TASK BRIEF:
Gather every line of the entries that includes the word "lane".

○ ○ ○

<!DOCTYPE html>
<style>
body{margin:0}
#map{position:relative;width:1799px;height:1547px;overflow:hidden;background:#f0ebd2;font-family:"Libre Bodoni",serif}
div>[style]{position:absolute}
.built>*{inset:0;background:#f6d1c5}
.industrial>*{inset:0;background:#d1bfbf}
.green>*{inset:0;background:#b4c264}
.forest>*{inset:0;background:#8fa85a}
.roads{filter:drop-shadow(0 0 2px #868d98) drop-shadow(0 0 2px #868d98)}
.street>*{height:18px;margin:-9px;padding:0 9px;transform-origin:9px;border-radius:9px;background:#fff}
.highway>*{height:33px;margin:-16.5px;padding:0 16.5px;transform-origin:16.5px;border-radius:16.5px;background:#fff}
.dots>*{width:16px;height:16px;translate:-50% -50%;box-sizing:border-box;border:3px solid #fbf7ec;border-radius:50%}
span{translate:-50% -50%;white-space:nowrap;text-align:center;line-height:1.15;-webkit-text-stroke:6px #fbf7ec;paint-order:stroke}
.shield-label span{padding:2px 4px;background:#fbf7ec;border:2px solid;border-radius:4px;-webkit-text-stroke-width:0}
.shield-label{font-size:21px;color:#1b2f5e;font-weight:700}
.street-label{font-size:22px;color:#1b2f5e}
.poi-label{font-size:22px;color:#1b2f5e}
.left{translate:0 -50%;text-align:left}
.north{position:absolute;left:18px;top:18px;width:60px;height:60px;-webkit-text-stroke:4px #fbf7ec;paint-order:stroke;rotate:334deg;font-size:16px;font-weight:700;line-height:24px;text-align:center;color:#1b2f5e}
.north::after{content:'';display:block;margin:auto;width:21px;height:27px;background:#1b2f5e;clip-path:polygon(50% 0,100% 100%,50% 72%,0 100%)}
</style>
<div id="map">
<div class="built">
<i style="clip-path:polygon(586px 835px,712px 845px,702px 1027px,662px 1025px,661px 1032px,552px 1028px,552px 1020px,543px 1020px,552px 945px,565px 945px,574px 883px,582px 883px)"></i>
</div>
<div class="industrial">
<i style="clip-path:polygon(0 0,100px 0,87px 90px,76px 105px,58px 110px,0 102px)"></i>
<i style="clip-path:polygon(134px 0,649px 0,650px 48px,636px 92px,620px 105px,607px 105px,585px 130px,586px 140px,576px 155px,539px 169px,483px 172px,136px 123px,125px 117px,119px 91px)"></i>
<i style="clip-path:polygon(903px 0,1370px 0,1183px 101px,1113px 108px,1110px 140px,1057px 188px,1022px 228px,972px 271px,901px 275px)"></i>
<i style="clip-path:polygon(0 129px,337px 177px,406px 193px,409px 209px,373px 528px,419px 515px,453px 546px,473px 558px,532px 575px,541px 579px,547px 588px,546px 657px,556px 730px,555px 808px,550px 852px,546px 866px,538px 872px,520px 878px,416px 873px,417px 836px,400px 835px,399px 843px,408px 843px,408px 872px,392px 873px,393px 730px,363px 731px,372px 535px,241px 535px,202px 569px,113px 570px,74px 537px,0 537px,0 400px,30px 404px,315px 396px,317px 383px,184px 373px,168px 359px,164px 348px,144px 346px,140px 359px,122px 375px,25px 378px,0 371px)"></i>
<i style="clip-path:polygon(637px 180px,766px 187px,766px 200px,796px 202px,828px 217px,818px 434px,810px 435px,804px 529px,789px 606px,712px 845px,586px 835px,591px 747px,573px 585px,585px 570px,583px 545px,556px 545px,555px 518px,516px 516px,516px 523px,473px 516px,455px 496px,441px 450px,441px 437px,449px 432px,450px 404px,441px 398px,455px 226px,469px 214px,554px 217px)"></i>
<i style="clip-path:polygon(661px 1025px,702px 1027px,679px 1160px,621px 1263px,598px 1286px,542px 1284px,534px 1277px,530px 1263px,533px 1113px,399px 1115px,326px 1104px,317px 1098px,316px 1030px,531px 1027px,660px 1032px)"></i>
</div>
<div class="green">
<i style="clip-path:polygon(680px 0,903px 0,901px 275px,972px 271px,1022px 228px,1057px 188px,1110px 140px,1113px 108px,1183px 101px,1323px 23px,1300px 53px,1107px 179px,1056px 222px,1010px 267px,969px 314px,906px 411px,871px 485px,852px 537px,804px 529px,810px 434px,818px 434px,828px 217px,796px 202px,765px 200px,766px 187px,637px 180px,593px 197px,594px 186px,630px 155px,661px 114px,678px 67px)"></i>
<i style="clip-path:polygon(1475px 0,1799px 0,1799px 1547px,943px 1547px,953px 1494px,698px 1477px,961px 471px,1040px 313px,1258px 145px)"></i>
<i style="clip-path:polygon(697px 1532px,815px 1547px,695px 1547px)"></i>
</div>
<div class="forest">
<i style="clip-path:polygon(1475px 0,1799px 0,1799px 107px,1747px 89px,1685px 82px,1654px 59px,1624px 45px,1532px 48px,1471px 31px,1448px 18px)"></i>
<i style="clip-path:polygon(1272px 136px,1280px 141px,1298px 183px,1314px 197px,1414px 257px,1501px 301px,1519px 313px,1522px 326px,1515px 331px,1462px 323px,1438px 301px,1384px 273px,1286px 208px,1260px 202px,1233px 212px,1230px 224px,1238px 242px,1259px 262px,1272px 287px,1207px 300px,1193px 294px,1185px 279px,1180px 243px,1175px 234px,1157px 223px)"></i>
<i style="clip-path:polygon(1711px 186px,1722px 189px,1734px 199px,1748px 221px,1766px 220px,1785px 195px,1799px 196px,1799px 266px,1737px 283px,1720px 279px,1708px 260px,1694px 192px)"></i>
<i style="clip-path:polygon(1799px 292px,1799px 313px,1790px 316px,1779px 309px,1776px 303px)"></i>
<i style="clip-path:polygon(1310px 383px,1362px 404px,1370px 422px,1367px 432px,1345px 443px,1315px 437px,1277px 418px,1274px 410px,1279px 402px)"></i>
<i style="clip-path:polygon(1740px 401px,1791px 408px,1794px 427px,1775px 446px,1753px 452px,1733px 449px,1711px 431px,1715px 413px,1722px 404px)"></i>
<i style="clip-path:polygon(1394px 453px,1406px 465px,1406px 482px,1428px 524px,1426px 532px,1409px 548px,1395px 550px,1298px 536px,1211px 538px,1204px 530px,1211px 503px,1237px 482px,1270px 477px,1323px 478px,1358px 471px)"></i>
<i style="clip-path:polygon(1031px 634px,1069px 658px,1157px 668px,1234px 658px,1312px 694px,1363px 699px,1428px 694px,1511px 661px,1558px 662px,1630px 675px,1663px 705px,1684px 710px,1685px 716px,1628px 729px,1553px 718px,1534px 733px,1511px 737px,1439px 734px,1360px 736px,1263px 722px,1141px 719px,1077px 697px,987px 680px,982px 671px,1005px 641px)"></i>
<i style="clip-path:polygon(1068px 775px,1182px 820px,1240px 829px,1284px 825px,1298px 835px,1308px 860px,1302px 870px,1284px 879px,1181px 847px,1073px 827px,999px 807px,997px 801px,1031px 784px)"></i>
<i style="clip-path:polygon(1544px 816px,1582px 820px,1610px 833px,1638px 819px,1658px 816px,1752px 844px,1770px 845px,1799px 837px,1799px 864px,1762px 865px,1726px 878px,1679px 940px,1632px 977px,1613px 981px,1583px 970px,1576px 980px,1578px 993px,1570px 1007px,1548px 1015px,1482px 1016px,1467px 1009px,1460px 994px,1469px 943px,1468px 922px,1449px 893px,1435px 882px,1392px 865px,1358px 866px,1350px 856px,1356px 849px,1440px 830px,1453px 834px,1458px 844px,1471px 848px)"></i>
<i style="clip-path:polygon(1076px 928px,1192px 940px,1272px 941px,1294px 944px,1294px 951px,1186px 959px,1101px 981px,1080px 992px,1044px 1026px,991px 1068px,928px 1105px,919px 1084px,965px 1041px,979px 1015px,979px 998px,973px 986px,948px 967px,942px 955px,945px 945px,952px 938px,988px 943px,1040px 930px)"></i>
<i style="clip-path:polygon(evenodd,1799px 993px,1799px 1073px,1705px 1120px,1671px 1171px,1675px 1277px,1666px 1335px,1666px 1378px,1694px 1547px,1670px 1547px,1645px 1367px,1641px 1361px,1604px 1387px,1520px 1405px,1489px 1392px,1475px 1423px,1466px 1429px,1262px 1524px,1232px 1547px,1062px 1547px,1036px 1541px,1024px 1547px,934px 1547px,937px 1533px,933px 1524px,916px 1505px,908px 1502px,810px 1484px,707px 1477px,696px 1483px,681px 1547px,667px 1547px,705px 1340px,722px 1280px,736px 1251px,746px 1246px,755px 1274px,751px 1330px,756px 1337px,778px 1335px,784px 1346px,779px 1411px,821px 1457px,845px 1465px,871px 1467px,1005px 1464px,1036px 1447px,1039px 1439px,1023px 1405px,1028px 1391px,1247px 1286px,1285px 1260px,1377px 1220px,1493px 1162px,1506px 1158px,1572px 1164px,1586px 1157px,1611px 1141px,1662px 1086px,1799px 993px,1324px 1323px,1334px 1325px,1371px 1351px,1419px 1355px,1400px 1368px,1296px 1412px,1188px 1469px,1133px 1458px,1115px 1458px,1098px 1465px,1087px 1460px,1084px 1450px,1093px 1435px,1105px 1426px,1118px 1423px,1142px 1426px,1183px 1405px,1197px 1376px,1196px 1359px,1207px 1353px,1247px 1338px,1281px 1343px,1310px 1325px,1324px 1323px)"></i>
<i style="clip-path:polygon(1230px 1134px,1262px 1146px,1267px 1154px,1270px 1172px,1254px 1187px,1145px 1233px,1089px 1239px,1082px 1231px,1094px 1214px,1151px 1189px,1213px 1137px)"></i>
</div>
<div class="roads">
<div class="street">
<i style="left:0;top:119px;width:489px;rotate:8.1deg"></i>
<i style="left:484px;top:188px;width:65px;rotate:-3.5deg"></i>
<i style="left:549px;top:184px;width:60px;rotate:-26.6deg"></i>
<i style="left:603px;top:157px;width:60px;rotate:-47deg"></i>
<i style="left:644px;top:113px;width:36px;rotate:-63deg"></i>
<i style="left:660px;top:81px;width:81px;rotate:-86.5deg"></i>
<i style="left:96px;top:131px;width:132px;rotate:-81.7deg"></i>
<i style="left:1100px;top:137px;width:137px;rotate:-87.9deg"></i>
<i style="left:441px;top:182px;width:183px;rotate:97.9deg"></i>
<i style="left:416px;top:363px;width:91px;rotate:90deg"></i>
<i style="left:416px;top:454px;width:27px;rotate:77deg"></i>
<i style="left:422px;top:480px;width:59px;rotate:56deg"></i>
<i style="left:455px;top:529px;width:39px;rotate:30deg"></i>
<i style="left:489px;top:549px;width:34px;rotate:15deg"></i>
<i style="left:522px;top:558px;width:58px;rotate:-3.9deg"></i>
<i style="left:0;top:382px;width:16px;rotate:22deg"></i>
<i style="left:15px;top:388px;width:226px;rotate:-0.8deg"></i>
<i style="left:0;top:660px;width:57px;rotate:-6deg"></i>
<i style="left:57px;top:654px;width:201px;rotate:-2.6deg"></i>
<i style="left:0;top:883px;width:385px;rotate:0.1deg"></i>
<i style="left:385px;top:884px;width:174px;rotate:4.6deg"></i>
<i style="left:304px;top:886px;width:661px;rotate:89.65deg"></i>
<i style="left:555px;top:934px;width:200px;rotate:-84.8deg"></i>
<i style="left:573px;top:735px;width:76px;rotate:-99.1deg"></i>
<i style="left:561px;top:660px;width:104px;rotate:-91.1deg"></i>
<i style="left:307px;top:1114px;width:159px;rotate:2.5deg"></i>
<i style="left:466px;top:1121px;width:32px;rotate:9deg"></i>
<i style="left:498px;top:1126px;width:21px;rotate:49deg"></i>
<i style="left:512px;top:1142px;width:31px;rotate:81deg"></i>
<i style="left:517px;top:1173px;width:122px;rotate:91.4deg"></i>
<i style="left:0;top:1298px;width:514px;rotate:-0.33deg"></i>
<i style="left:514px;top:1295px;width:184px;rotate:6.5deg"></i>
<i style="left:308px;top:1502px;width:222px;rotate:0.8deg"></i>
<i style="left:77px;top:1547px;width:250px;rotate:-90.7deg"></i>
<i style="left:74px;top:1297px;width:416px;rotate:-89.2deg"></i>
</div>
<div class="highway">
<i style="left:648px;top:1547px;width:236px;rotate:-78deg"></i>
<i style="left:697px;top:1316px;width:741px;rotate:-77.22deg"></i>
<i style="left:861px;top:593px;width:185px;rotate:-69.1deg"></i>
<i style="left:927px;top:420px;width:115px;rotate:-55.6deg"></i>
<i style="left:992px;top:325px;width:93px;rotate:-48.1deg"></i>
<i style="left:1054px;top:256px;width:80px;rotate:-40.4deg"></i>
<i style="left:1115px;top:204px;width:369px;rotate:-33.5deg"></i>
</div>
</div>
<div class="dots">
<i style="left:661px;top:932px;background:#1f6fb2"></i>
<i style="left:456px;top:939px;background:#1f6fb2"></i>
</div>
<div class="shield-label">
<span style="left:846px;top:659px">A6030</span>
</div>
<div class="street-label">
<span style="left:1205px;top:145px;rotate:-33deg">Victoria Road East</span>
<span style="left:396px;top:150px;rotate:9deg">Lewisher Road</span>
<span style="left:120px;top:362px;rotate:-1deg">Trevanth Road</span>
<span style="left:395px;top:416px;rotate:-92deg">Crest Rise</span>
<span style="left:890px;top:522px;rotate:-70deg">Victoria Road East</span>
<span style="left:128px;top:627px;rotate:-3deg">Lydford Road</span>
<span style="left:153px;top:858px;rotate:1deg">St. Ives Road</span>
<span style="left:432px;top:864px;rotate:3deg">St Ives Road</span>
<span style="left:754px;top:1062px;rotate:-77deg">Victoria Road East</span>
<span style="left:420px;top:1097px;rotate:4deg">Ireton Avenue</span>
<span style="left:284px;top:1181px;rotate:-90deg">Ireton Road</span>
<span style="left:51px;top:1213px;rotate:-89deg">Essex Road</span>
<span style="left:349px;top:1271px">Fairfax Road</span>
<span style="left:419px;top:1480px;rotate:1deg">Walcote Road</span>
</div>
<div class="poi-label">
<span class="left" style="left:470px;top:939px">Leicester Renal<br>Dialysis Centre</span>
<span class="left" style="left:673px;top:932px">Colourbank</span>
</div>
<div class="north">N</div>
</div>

○ ○ ○

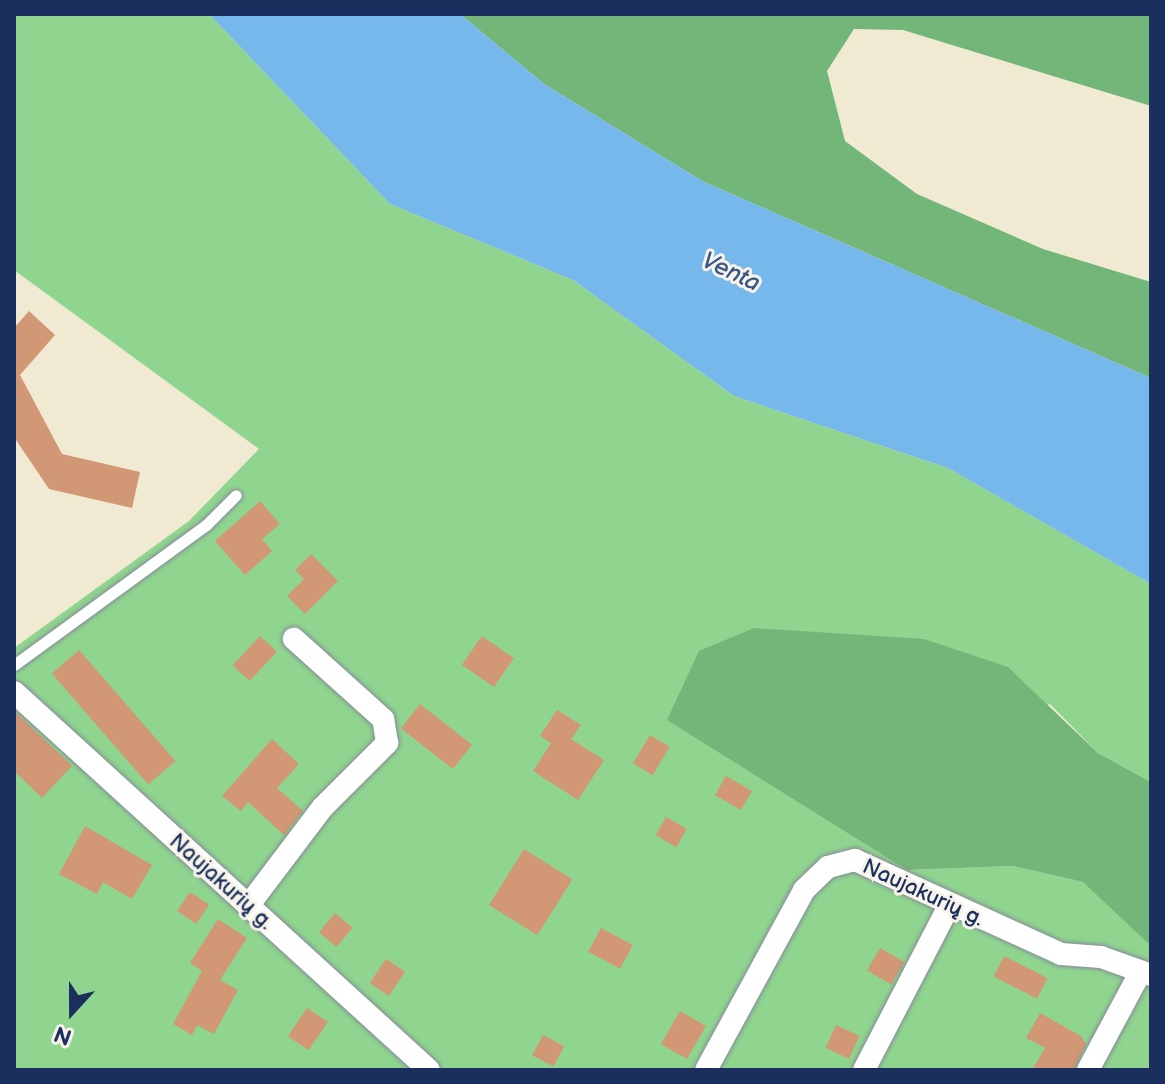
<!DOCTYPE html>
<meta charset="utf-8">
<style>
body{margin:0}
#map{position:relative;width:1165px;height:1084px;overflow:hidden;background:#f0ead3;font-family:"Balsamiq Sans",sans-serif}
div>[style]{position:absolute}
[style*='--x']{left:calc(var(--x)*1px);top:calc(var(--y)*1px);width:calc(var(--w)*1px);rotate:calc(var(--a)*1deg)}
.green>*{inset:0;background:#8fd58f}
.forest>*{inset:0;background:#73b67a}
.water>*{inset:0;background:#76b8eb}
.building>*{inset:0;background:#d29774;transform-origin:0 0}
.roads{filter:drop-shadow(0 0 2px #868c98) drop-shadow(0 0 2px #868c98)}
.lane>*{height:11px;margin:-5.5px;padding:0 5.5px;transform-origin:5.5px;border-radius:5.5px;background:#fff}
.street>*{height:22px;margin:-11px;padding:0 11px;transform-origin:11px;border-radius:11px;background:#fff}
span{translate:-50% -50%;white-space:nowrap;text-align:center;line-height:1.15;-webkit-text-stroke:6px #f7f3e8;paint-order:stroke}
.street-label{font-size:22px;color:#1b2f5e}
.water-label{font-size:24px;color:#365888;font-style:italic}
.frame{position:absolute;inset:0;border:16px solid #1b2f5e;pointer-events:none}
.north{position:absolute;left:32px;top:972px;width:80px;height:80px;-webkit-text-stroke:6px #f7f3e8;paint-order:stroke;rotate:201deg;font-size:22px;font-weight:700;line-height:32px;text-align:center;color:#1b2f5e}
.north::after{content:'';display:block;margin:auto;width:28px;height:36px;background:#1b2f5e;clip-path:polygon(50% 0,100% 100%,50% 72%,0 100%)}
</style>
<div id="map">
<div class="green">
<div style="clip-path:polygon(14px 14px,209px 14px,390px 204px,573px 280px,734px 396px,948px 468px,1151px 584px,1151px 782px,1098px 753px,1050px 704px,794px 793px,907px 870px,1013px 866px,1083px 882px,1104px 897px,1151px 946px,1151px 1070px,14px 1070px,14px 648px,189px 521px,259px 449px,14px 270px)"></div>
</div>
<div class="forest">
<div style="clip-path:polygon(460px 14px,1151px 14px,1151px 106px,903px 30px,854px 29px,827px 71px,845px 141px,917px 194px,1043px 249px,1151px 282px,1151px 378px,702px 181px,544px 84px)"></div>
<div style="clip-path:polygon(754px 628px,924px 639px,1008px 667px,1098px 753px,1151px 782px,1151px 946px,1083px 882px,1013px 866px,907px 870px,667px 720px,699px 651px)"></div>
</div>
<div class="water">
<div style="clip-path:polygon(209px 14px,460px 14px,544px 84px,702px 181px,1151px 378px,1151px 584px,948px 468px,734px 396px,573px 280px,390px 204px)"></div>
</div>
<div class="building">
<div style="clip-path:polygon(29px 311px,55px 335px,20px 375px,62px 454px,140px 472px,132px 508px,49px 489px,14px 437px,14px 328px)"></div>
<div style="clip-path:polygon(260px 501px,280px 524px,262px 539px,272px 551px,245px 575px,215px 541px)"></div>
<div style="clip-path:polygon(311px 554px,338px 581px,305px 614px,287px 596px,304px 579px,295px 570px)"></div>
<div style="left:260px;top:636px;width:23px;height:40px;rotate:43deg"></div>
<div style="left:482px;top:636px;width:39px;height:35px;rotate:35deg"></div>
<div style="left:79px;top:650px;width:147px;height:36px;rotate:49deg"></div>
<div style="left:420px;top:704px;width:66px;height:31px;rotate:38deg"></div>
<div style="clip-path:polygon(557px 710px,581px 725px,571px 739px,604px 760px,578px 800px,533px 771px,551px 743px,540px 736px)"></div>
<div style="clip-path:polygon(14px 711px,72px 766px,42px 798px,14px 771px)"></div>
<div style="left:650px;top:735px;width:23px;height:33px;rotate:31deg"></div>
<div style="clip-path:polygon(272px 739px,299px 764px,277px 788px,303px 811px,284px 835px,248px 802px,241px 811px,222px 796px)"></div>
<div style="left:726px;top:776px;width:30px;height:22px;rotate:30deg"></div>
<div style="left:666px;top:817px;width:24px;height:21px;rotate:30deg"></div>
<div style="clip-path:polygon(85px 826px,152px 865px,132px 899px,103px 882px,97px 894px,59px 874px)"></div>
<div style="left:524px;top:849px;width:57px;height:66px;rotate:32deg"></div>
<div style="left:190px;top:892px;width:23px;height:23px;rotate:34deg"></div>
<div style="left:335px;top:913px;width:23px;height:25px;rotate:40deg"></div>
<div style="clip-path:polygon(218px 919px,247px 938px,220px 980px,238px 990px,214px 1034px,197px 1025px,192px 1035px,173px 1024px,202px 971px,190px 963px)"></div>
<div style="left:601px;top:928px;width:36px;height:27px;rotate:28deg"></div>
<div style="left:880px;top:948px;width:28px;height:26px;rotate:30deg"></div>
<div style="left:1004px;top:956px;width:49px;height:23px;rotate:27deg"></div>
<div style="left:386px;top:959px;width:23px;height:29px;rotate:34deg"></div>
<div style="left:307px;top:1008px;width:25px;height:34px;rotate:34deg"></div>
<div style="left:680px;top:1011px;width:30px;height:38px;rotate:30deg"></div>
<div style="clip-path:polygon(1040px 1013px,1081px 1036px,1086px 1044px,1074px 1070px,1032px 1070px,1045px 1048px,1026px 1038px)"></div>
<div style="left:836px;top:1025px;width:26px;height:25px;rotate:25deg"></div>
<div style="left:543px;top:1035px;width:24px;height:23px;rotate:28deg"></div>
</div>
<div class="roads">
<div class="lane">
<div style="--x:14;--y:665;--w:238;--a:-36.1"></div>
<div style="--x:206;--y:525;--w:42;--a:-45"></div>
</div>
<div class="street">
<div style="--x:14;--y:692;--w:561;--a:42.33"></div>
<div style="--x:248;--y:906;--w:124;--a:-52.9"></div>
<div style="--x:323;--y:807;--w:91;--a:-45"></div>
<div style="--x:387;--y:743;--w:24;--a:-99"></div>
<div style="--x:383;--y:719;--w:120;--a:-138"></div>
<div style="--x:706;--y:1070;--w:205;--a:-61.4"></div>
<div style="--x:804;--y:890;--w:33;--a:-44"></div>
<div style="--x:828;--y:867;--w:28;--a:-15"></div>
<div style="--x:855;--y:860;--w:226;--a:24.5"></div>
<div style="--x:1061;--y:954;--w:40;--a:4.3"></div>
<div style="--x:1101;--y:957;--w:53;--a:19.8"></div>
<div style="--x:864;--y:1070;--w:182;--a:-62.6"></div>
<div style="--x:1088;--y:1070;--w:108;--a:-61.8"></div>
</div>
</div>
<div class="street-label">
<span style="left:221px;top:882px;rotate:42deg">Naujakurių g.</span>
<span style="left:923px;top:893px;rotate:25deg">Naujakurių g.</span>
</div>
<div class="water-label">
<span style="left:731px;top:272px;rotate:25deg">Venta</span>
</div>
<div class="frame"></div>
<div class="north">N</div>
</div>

○ ○ ○

RESULT OF THE EXERCISE:
.lane>*{height:11px;margin:-5.5px;padding:0 5.5px;transform-origin:5.5px;border-radius:5.5px;background:#fff}
<div class="lane">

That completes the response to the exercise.